Pierre Bordage (born 29 January 1955 in La Réorthe, Vendée) is a French science fiction author. He won the Cosmos 2000 prize in 1996 for his novel La Citadelle Hyponéros.

Pierre Bordage is one of France's best-selling science fiction writers. With more than 20 novels published in just over a decade, his books often touch on the spiritual aspects of society, in a style that combines the best of classic adventure stories with reflection on the future and the present.
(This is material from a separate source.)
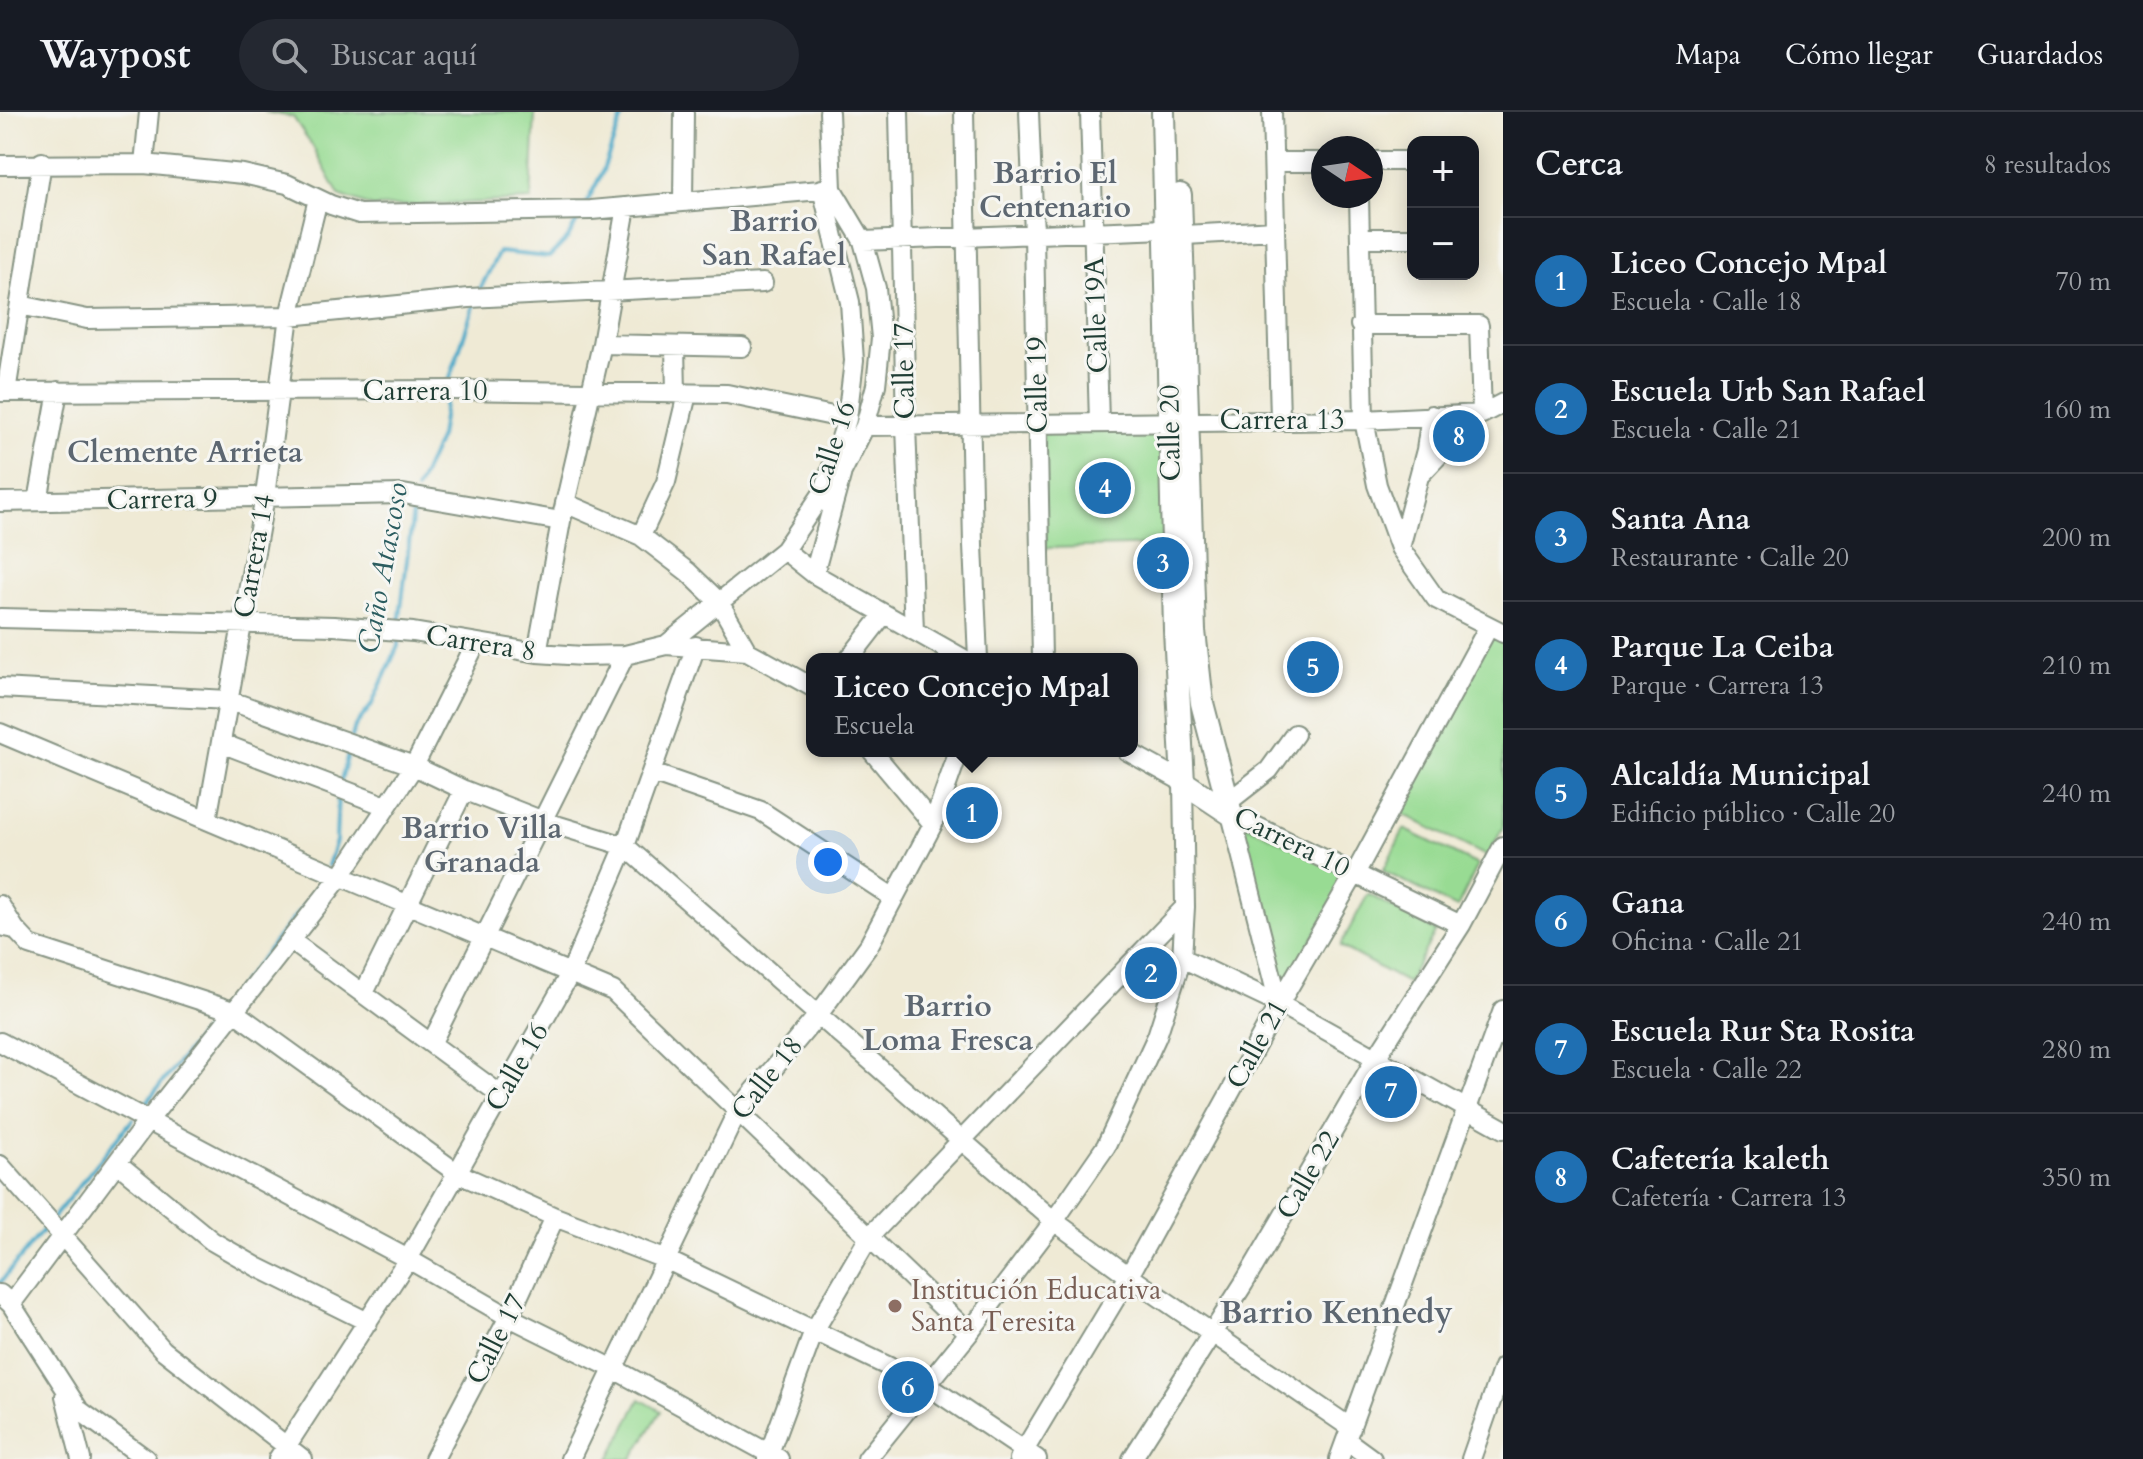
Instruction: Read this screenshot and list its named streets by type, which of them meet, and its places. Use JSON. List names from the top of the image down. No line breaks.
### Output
{"streets":{"street":["Calle 19A","Calle 17","Calle 19","Carrera 10","Carrera 13","Calle 20","Calle 16","Carrera 9","Carrera 14","Carrera 8","Calle 21","Calle 18","Calle 22"]},"crossings":[["Calle 19A","Carrera 13"],["Calle 17","Carrera 13"],["Calle 19","Carrera 13"],["Carrera 10","Carrera 13"],["Carrera 10","Calle 20"],["Carrera 10","Calle 16"],["Carrera 10","Carrera 14"],["Carrera 10","Calle 21"],["Carrera 10","Calle 22"],["Carrera 13","Calle 20"],["Carrera 13","Calle 16"],["Calle 16","Carrera 9"],["Calle 16","Carrera 8"],["Carrera 9","Carrera 14"],["Carrera 14","Carrera 8"]],"districts":["Barrio El Centenario","Barrio San Rafael","Clemente Arrieta","Barrio Villa Granada","Barrio Loma Fresca","Barrio Kennedy"],"water":["Caño Atascoso"],"places":["Institución Educativa Santa Teresita"],"north":"right","page":{"header":"Waypost","search":"Buscar aquí","nav":["Mapa","Cómo llegar","Guardados"],"heading":["Cerca","8 resultados"],"map_buttons":["+","−"],"list":[{"mark":"1","name":"Liceo Concejo Mpal","note":"Escuela · Calle 18","value":"70 m"},{"mark":"2","name":"Escuela Urb San Rafael","note":"Escuela · Calle 21","value":"160 m"},{"mark":"3","name":"Santa Ana","note":"Restaurante · Calle 20","value":"200 m"},{"mark":"4","name":"Parque La Ceiba","note":"Parque · Carrera 13","value":"210 m"},{"mark":"5","name":"Alcaldía Municipal","note":"Edificio público · Calle 20","value":"240 m"},{"mark":"6","name":"Gana","note":"Oficina · Calle 21","value":"240 m"},{"mark":"7","name":"Escuela Rur Sta Rosita","note":"Escuela · Calle 22","value":"280 m"},{"mark":"8","name":"Cafetería kaleth","note":"Cafetería · Carrera 13","value":"350 m"}],"pins":["8","4","3","5","1","2","7","6"],"popup":["Liceo Concejo Mpal","Escuela"]}}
Bordage's books are best-sellers in France, and have been translated in several European countries (Russia, Italia, Spain, Slovenia, Romania...) but there still remains the difficulty of getting published in English, especially in the United States.

He was winner of the 2008 Cezam Prix Littéraire Inter CE for Porteur d’âmes.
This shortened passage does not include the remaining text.